• [What the exercise asks]: Where pictures appear, omit them, and copy exactly only the lines from the start of the listing through the line containing "position:absolute; left:581px; top:15px;", both included.

#####

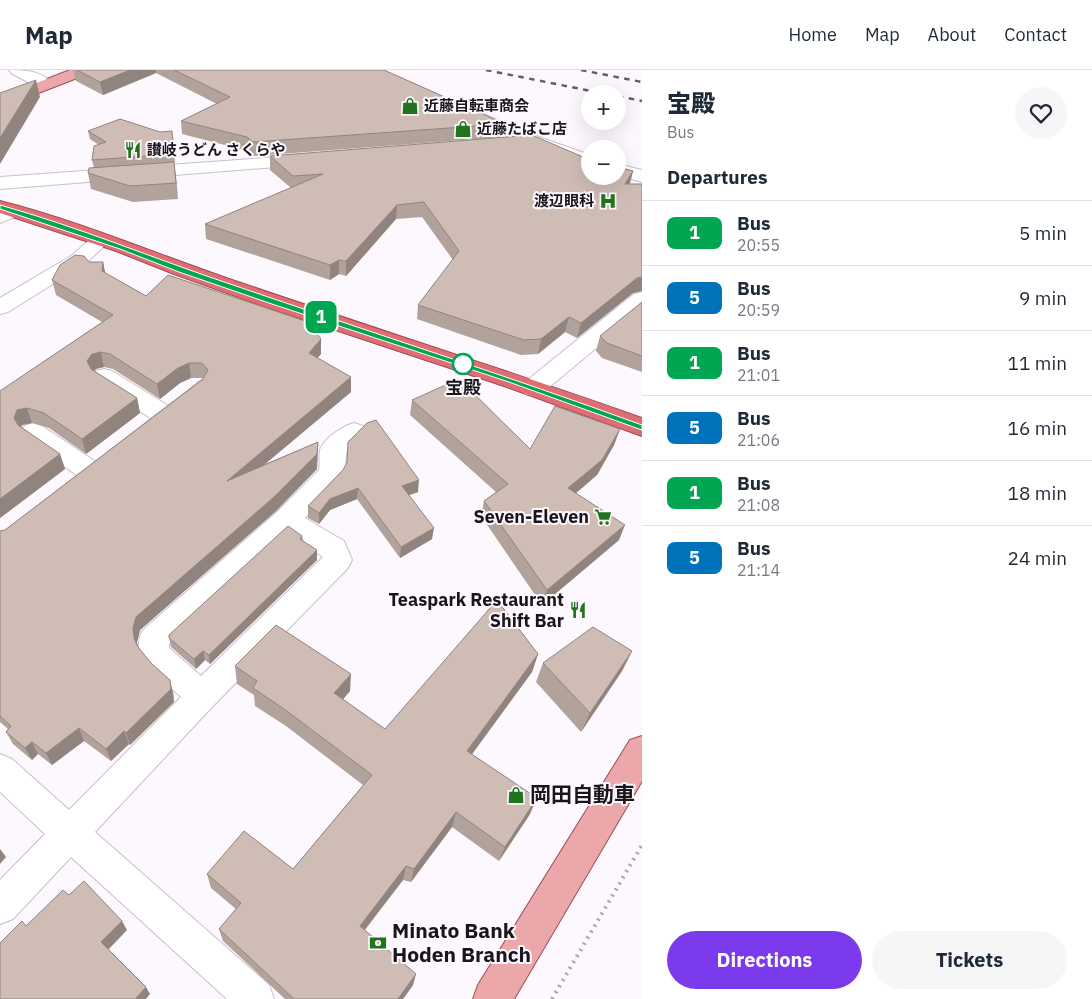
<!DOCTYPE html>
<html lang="en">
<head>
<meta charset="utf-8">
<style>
  :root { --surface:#fff; --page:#f6f6f7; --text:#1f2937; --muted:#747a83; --line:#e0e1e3; --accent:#7c3aed }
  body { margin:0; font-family:"IBM Plex Sans","Noto Sans JP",sans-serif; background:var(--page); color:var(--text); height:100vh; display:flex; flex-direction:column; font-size:19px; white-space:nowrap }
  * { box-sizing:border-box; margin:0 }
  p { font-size:16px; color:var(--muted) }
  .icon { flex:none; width:28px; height:28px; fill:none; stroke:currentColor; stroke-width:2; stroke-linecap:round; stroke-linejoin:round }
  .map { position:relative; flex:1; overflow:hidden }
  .drawer { display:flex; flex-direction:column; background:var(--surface); width:450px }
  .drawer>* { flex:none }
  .badge { padding:0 10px; border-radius:8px; font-size:18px; line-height:32px }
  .controls { position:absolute; left:581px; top:15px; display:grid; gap:10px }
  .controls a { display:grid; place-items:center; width:45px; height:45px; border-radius:50%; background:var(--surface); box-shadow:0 5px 20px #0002; font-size:25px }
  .map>.badge { position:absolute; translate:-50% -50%; box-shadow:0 0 0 2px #fff }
  h2 { padding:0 25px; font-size:19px; line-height:45px }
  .round { display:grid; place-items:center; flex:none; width:52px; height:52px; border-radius:26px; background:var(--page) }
  .overview { display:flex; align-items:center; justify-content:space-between; height:85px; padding:0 25px }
  h1 { font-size:24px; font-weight:800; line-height:38px }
  .button { display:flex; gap:10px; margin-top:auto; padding:10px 25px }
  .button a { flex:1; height:58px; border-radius:30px; background:var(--accent); color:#fff; font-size:20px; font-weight:800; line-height:58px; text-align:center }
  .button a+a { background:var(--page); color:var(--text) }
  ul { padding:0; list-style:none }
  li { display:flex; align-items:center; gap:15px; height:65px; padding:0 25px; border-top:1px solid var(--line) }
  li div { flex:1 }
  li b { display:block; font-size:19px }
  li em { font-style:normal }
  li .badge { min-width:55px; font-weight:700; text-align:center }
  header { display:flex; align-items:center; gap:30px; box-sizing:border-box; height:70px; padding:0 25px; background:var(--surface); border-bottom:1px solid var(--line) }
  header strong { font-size:24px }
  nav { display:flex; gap:28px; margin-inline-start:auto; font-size:18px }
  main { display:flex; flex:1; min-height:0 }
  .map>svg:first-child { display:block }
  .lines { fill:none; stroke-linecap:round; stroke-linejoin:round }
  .minor-casing { stroke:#c9becd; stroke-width:2 }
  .major-casing { stroke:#9a4e54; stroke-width:2 }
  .highway-casing { stroke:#9a4e54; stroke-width:2 }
  .path { stroke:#a9a5aa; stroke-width:4; stroke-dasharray:2 5; stroke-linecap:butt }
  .minor { fill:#fff; fill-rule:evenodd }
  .major { fill:#eca7ab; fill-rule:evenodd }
  .highway { fill:#df6d73; fill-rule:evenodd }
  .rail { stroke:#625e63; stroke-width:2.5; stroke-dasharray:5.5 5.5; stroke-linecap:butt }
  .wall { fill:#b2a29c }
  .shaded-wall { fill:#91847f }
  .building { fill:#cfbcb5; stroke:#91847f }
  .line { fill:#00a651; stroke:#fff }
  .stop-dot { fill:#fff; stroke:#00a651; stroke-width:2.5 }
  .labels { text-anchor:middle; stroke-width:4; stroke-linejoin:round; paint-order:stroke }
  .far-poi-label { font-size:15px; font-weight:bold; fill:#19151a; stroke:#fcf8fe; text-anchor:start }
  .stop-label { font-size:18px; font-weight:bold; fill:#19151a; stroke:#fcf8fe }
  .poi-label { font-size:18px; font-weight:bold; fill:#19151a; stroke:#fcf8fe; text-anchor:end }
  .near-poi-label { font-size:21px; font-weight:bold; fill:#19151a; stroke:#fcf8fe; text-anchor:start }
</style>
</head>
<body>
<header>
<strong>Map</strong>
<nav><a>Home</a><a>Map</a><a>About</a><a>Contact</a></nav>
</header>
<main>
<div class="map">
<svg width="642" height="929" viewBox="0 0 642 929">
  <rect width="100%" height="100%" fill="#fcf8fe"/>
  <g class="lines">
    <g class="minor-casing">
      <g id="minor">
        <path d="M9 0C24 0 44 1 53 15L51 18H39L11 3Z"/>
        <path d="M471 39 539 67 590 85V96L527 75 465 48 462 44 465 40Z"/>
        <path d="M308 85 314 86 317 90 314 94 0 119V107Z"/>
        <path d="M618 94 642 100V112L618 105Z"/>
        <path d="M12 135 19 137 22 141 19 145 0 153V139Z"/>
        <path d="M101 164 108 166 111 170 85 194 8 242 0 244V228L71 186 94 166Z"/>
        <path d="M642 222V240L541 324 533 326 525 324 521 318 525 312 634 224Z"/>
        <path d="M104 299 112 301 170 337 173 343 170 349 161 351 152 349 96 313 92 307 96 301Z"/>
        <path d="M33 353 42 356 96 392 100 399 96 406 87 408 78 406 24 368 21 362 24 356Z"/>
        <path d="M354 353 363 356 366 362 363 368 346 383 345 403 341 410 305 448 344 471 352 490 348 498 213 636 95 762 269 915 274 929H227L71 787 13 849 0 854V810L45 764 0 722V684L12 689 69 740 181 627C162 609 128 590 142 561L276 443 319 400C320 394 319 386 320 380 324 368 343 356 354 353ZM288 464 323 487 201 606 169 578V574Z"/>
      </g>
    </g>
    <g class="major-casing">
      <g id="major">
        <path d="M70 0H92L90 3 0 38V27Z"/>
        <path d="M642 666V711L514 929H473L478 915 630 670Z"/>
      </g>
    </g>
    <g class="highway-casing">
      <path id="highway" d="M0 131C83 152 163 187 244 214 376 259 510 301 642 348V366L504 316 263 236 174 204 116 181 0 143Z"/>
    </g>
    <path class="path" d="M552 929 642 775"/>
    <use href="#minor" class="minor"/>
    <use href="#major" class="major"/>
    <use href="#highway" class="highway"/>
    <g class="rail">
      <path d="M486 0 606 24"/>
      <path d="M581 0 642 12"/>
      <path d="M618 26 642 31"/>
    </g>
  </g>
  <g class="wall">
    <path d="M73 0H384L505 54 503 67 254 86 248 81 182 64 181 51 217 34 156 3 103 25 76 11Z"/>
    <path d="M88 61 173 69 175 92H174L178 129 133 132 91 119 88 103 94 98 92 90 99 75 90 69Z"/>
    <path d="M270 86 583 87 633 101 630 114H642V221L633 223 577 268 565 262 538 284 521 285 417 249 418 235 453 190 422 147 396 149 346 206 339 204 330 210 206 169 205 154 291 118 270 100Z"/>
    <path d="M89 192H103L105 203 146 226 321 284 317 288 351 307V322L265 394 318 372 317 399 275 442 140 560 137 572 138 577 173 622 174 632 130 675 129 674 111 691 84 671 52 695 38 684 32 690 13 674 6 662 8 659 0 652V461L5 460 203 308H191L180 313 160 329 113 299 104 297 96 299 94 301 137 328 140 343 86 384 49 358 32 353 22 355 21 357 60 384 65 399 0 448V321L102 252 56 225 52 210Z"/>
    <path d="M642 232V302L602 288 596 281 600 266Z"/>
    <path d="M412 330 530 379 620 359 614 375 597 405 576 423 619 470 542 535 481 446 484 431 496 422 410 345Z"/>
    <path d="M343 400 418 422 409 425 432 469 400 488 357 429 330 440 319 454 308 448V436Z"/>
    <path d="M302 466 303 470 317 490 210 594 205 590 196 599 171 577 169 568Z"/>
    <path d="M632 581 622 601 581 662 536 612 543 593Z"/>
    <path d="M538 584 532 602 471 684 530 744 499 791 452 757 411 812 403 810 365 860 413 915 403 929H285L223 871 219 859 236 839 211 818 207 804 293 799 363 715 286 656 255 636 254 625 237 614 235 596 350 621 343 629 385 659Z"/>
  </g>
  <g class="shaded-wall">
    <path d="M130 0H156V3L103 25 100 12Z"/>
    <path d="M36 10 40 27 0 94V68Z"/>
    <path d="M174 92 176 107 178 129 176 113Z"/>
    <path d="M633 101 629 115 625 114Z"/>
    <path d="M397 135 396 149 346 206V191Z"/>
    <path d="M339 190V204L330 210V195Z"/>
    <path d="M103 192 106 207 102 201Z"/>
    <path d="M642 207V221L633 223 577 268 581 253 637 208Z"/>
    <path d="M569 247 565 262 538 284 541 269Z"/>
    <path d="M321 269V284L309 298V283Z"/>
    <path d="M101 282 104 297 96 299 90 306 87 291 92 284Z"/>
    <path d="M189 293 191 308 180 313 160 329 157 314 178 298Z"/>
    <path d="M351 307V322L228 425 227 411Z"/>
    <path d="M137 328 140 343 86 384 82 369Z"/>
    <path d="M27 338 32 353 22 355 19 363 14 348 17 340Z"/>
    <path d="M620 359 614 375 597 405 563 434 568 418Z"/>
    <path d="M318 372 317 399 275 442 140 560 137 572 138 582 134 568 133 558 136 547Z"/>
    <path d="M60 384 65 399 0 448V429Z"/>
    <path d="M419 410 418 422 401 428 402 416Z"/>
    <path d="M358 418 357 429 330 440 319 454V443L330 429Z"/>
    <path d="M625 455 619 470 542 535 547 520Z"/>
    <path d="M434 458 432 469 400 488 401 477Z"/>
    <path d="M317 480V490L210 594 209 585Z"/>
    <path d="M203 581 205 590 196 599 194 589Z"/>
    <path d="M632 581 622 601 581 662 590 643Z"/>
    <path d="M538 584 532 602 462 698 467 681Z"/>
    <path d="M351 604 350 621 334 640V623Z"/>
    <path d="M170 610 173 622 174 632 130 675 126 663Z"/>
    <path d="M79 658 84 671 52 695 46 683Z"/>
    <path d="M124 661 129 674 111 691 106 679Z"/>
    <path d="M32 672 38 684 32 690 25 678Z"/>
    <path d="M537 728 530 744 499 791 505 777Z"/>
    <path d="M456 742 452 757 411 812 414 799Z"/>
    <path d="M0 779 6 787 0 794Z"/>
    <path d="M406 796 403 810 358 868 360 856Z"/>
    <path d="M122 851 127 860 107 881 101 872Z"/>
    <path d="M416 904 413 915 403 929H398Z"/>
    <path d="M146 917 150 924 146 929H136V928Z"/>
  </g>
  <g class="building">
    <path d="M77 0H130L100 12Z"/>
    <path d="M174 0H384L505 54 253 72 247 67 181 51 230 27Z"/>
    <path d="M36 10 0 68V23Z"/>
    <path d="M120 49 160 62 172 61 174 84 92 90 94 76 106 72 88 61Z"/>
    <path d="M532 65 583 87 590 89V106H618V97L633 101 625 114H642V207L637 208 581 253 569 247 541 269 524 270 418 235 459 181 424 132 397 135 346 191 339 190 330 195 205 154 323 104 293 106 270 86Z"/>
    <path d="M174 92 176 113 130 116 88 103 89 98Z"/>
    <path d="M75 185 84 186 89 192H103L102 201 146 226 168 205 308 252 321 269 309 283 351 307 227 411 318 372 317 384 274 427 136 547 133 558 134 568 138 577 152 594 170 610 171 619 126 663 124 661 106 679 79 658 46 683 32 672 25 678 6 662 11 656 0 646V461L5 460 203 309 208 300 202 293H189L178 298 157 314 110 284 101 282 92 284 87 291 91 299 137 328 82 369 44 343 27 338 17 340 14 348 18 355 60 384 0 429V321L113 245 52 210 60 195Z"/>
    <path d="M642 232V286L607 273 600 266Z"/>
    <path d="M459 309 530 379 555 336 620 359 602 390 568 418 625 455 547 520 484 431 508 414 412 330Z"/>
    <path d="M376 350 419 410 402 416 434 458 401 477 358 418 330 429 319 443 308 436 343 400 347 392 348 372 367 353Z"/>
    <path d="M288 456 302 466 300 469 317 480 209 585 203 581 194 589 169 568V565Z"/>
    <path d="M497 530 538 584 467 681 537 728 505 777 456 742 414 799 406 796 360 856 416 904 398 929H294L219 859 241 833 207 804 244 761 293 799 372 705 284 639 253 618 257 611 235 596 276 555 351 604 334 623 385 659Z"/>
    <path d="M593 557 632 581 590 643 543 593Z"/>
    <path d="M84 811 122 851 101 872 146 917 136 928 137 929H0V873L22 851 26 856 63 820 69 825Z"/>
  </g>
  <path class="line" d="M0 135C79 157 155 189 233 215 370 262 508 306 642 355V360L639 359 509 312 269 233 179 202 120 179 0 139Z"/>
  <defs>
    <g id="shop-bare" transform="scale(1.35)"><path d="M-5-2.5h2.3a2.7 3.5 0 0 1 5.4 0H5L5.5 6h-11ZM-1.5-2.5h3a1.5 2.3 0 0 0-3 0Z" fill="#21741d" stroke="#fcf8fe" stroke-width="2.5" paint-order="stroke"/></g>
    <g id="restaurant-bare" transform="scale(1.35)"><path d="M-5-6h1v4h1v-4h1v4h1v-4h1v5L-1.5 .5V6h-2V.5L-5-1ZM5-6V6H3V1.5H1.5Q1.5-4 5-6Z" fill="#21741d" stroke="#fcf8fe" stroke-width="2.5" paint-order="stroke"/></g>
    <g id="hospital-bare" transform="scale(1.35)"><path d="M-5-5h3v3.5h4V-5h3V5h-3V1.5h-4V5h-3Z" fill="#21741d" stroke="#fcf8fe" stroke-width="2.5" paint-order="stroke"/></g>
    <g id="supermarket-bare" transform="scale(1.35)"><path d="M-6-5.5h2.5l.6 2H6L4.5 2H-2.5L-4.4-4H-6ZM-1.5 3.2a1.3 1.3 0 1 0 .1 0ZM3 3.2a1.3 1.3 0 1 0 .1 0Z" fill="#21741d" stroke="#fcf8fe" stroke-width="2.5" paint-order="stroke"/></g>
    <g id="bank-bare" transform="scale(1.35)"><path d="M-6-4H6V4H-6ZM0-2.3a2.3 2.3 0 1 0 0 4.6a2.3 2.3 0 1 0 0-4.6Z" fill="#21741d" stroke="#fcf8fe" stroke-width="2.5" paint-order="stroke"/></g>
  </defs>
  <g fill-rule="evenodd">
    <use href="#shop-bare" x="410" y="36"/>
    <use href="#shop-bare" x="463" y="59"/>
    <use href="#restaurant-bare" x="133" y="80"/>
    <use href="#hospital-bare" x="608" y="131"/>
    <use href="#supermarket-bare" x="603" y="447"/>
    <use href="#restaurant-bare" x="578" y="540"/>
    <use href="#shop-bare" x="516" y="725"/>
    <use href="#bank-bare" x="378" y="873"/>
  </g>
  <circle class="stop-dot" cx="463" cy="294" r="10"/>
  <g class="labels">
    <g class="far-poi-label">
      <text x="424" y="41">近藤自転車商会</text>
      <text x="477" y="64">近藤たばこ店</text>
      <text x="147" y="85">讃岐うどん さくらや</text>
      <text x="594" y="136" text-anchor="end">渡辺眼科</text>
    </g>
    <g class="stop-label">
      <text x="463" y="324">宝殿</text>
    </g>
    <g class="poi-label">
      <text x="589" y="453">Seven-Eleven</text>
      <text x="564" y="536">Teaspark Restaurant<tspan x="564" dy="21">Shift Bar</tspan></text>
    </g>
    <g class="near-poi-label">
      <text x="530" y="732">岡田自動車</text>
      <text x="392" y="868">Minato Bank<tspan x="392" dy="24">Hoden Branch</tspan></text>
    </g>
  </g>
</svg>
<div class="controls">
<a>+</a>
<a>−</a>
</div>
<b class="badge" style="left:321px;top:247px;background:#00a651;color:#fff">1</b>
</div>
<section class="drawer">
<div class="overview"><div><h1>宝殿</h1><p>Bus</p></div><a class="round"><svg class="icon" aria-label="heart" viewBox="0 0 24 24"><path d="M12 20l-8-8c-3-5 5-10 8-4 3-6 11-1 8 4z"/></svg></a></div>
<h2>Departures</h2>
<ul>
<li><span class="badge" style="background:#00a651;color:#fff">1</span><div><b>Bus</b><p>20:55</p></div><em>5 min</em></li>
<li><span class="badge" style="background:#0072bc;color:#fff">5</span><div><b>Bus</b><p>20:59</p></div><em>9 min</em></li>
<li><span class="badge" style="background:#00a651;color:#fff">1</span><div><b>Bus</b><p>21:01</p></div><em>11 min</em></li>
<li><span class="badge" style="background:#0072bc;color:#fff">5</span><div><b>Bus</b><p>21:06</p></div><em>16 min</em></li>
<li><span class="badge" style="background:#00a651;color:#fff">1</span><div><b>Bus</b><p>21:08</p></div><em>18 min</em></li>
<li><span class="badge" style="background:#0072bc;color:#fff">5</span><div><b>Bus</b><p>21:14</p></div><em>24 min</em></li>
</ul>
<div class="button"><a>Directions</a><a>Tickets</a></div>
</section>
</main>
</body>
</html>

#####

• [Response]:
<!DOCTYPE html>
<html lang="en">
<head>
<meta charset="utf-8">
<style>
  :root { --surface:#fff; --page:#f6f6f7; --text:#1f2937; --muted:#747a83; --line:#e0e1e3; --accent:#7c3aed }
  body { margin:0; font-family:"IBM Plex Sans","Noto Sans JP",sans-serif; background:var(--page); color:var(--text); height:100vh; display:flex; flex-direction:column; font-size:19px; white-space:nowrap }
  * { box-sizing:border-box; margin:0 }
  p { font-size:16px; color:var(--muted) }
  .icon { flex:none; width:28px; height:28px; fill:none; stroke:currentColor; stroke-width:2; stroke-linecap:round; stroke-linejoin:round }
  .map { position:relative; flex:1; overflow:hidden }
  .drawer { display:flex; flex-direction:column; background:var(--surface); width:450px }
  .drawer>* { flex:none }
  .badge { padding:0 10px; border-radius:8px; font-size:18px; line-height:32px }
  .controls { position:absolute; left:581px; top:15px; display:grid; gap:10px }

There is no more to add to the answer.